**Task brief:** From the first line of the records below, transcribe each line exactly up to and including the one with "0 #574e50) drop-shadow(-2px"; pictures stay out.

**Given information:**
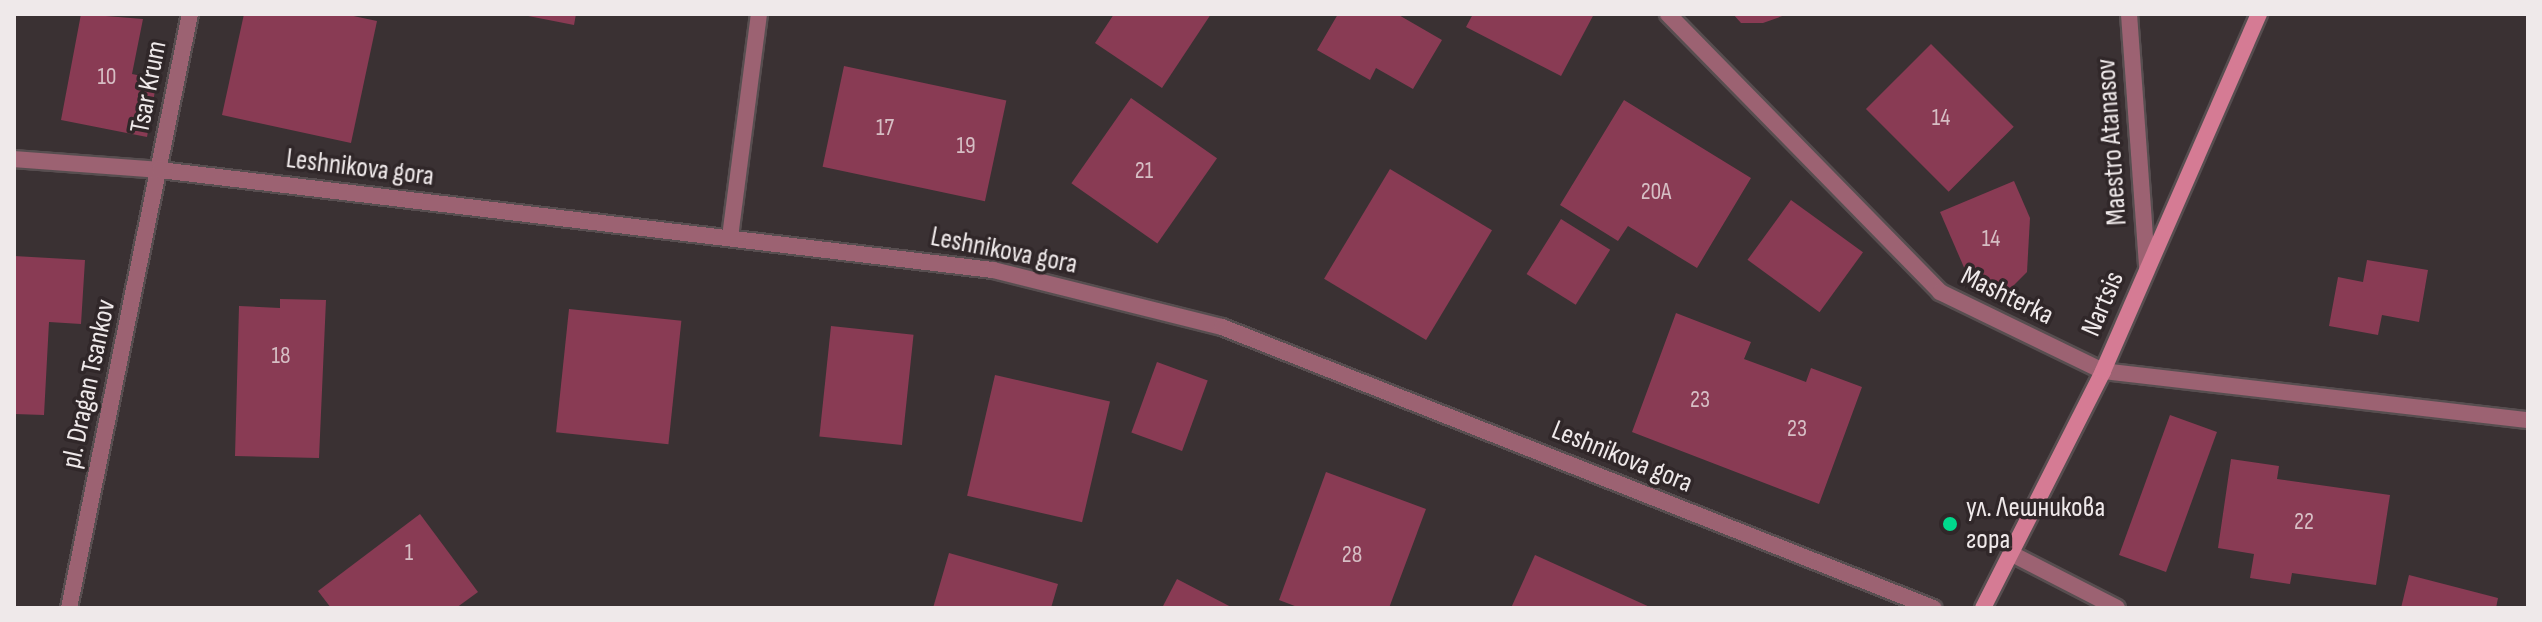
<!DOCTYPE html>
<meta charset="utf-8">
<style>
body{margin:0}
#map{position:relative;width:2542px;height:622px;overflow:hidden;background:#3a3133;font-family:"Sofia Sans Condensed",sans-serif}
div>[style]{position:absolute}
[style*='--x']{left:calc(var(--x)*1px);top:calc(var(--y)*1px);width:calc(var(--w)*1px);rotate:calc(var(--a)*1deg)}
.building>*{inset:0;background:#893b54;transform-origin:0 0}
.roads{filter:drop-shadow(2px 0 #574e50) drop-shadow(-2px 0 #574e50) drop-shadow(0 2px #574e50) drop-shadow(0 -2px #574e50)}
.minor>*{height:16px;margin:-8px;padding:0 8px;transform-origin:8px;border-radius:8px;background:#9c6272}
.tertiary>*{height:16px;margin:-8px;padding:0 8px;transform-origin:8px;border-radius:8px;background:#9c6272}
.secondary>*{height:16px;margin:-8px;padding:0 8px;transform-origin:8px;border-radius:8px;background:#d57b94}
.dots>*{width:22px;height:22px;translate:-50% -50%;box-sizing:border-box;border:4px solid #302729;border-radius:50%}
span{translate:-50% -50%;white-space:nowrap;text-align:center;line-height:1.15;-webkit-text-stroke:7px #302729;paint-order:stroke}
.number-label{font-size:24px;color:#d6bec4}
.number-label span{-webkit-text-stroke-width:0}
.street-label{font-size:28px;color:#efe9ea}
.poi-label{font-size:28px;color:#efe9ea}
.left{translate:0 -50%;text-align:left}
.frame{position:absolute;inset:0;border:16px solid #efe9ea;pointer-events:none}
</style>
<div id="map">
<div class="building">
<div style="clip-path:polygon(81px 14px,143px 19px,132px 74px,157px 79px,147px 137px,61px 120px)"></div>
<div style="clip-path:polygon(244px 14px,344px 14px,377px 21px,351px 143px,222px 115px)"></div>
<div style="clip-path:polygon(518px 14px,576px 14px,574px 25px)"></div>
<div style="clip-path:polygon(1114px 14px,1211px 14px,1162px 88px,1095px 43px)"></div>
<div style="clip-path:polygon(1338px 14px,1397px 14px,1442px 40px,1413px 89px,1376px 68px,1370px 80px,1317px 50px)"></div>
<div style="clip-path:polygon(1473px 14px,1594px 14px,1561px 76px,1466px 27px)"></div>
<div style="clip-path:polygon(1733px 14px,1788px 14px,1763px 23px,1741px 23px)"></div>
<div style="left:1931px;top:44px;width:117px;height:92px;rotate:45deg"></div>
<div style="left:844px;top:66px;width:166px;height:103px;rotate:12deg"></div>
<div style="left:1131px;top:98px;width:105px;height:104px;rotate:35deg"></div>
<div style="clip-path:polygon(1624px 100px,1751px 178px,1697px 268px,1628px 226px,1618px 241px,1560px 205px)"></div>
<div style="left:1390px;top:169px;width:119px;height:128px;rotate:31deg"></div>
<div style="clip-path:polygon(2014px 181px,2030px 218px,2027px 272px,2009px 290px,1983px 290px,1966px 272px,1940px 212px)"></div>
<div style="left:1791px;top:200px;width:89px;height:74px;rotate:36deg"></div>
<div style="left:1561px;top:219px;width:58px;height:65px;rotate:32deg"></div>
<div style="clip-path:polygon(14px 256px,85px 260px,81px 324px,49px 322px,44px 415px,14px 414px)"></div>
<div style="clip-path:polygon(2367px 260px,2428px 270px,2419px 322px,2382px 315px,2378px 335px,2329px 326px,2338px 277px,2363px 282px)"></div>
<div style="clip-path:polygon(280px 299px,326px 300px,319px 458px,235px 456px,239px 306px,280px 308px)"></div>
<div style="left:569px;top:309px;width:113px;height:124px;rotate:6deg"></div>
<div style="clip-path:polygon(1676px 313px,1751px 342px,1744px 359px,1806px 382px,1811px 368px,1862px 387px,1819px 504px,1632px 432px)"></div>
<div style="left:831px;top:326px;width:83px;height:111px;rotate:6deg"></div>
<div style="left:1157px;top:362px;width:54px;height:75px;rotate:20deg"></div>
<div style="left:995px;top:375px;width:118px;height:124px;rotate:13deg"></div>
<div style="left:2170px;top:415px;width:50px;height:149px;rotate:20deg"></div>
<div style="clip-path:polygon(2231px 459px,2279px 466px,2277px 479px,2390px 495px,2376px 585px,2292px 573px,2290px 584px,2250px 578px,2254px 554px,2218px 548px)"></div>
<div style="clip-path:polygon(1326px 472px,1426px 509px,1389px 608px,1300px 608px,1279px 600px)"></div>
<div style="clip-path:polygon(420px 514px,478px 592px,456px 608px,331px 608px,318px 591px)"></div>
<div style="clip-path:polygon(949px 553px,1058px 584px,1051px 608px,933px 608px)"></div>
<div style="clip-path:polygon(1535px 555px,1652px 608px,1511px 608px)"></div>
<div style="clip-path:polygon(2409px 575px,2498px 598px,2496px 608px,2401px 608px)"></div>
<div style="clip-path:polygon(1177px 579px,1233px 608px,1162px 608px)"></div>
</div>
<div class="roads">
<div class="minor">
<div style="--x:1668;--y:14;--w:389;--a:45.6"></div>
<div style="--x:1940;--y:292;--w:181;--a:25.9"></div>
<div style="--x:2103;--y:371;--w:428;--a:6.6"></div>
<div style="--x:2129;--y:14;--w:254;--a:85.9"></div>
<div style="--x:730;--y:237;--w:225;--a:-82.6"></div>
<div style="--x:2012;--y:554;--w:118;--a:27.2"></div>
<div style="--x:69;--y:608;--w:606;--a:-78.49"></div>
</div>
<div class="tertiary">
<div style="--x:14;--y:159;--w:146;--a:4.3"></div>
<div style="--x:160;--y:170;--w:839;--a:6.85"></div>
<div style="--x:993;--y:270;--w:236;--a:14"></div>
<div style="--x:1222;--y:327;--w:765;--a:21.56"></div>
</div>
<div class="secondary">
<div style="--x:1983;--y:608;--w:266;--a:-63.1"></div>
<div style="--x:2103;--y:371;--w:390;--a:-66.4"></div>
</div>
</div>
<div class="dots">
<div style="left:1950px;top:524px;background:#00d98c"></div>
</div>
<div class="number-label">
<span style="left:107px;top:77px">10</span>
<span style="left:1941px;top:118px">14</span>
<span style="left:885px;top:128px">17</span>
<span style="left:966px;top:146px">19</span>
<span style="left:1144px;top:171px">21</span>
<span style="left:1656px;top:192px">20А</span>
<span style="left:1991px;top:239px">14</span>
<span style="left:281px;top:356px">18</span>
<span style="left:1700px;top:400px">23</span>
<span style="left:1797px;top:429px">23</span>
<span style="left:2304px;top:522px">22</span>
<span style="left:409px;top:553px">1</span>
<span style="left:1352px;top:555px">28</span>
</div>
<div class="street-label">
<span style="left:149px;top:87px;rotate:-79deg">Tsar Krum</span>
<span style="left:2112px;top:142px;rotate:-94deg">Maestro Atanasov</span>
<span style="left:360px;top:168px;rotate:7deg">Leshnikova gora</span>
<span style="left:1004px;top:251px;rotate:11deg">Leshnikova gora</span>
<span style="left:2007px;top:296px;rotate:26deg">Mashterka</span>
<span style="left:2103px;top:304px;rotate:-67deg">Nartsis</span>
<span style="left:89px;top:384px;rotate:-78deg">pl. Dragan Tsankov</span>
<span style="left:1622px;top:457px;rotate:22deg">Leshnikova gora</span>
</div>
<div class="poi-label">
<span class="left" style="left:1966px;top:524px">ул. Лешникова<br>гора</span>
</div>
<div class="frame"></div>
</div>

**Solution for this exercise:**
<!DOCTYPE html>
<meta charset="utf-8">
<style>
body{margin:0}
#map{position:relative;width:2542px;height:622px;overflow:hidden;background:#3a3133;font-family:"Sofia Sans Condensed",sans-serif}
div>[style]{position:absolute}
[style*='--x']{left:calc(var(--x)*1px);top:calc(var(--y)*1px);width:calc(var(--w)*1px);rotate:calc(var(--a)*1deg)}
.building>*{inset:0;background:#893b54;transform-origin:0 0}
.roads{filter:drop-shadow(2px 0 #574e50) drop-shadow(-2px 0 #574e50) drop-shadow(0 2px #574e50) drop-shadow(0 -2px #574e50)}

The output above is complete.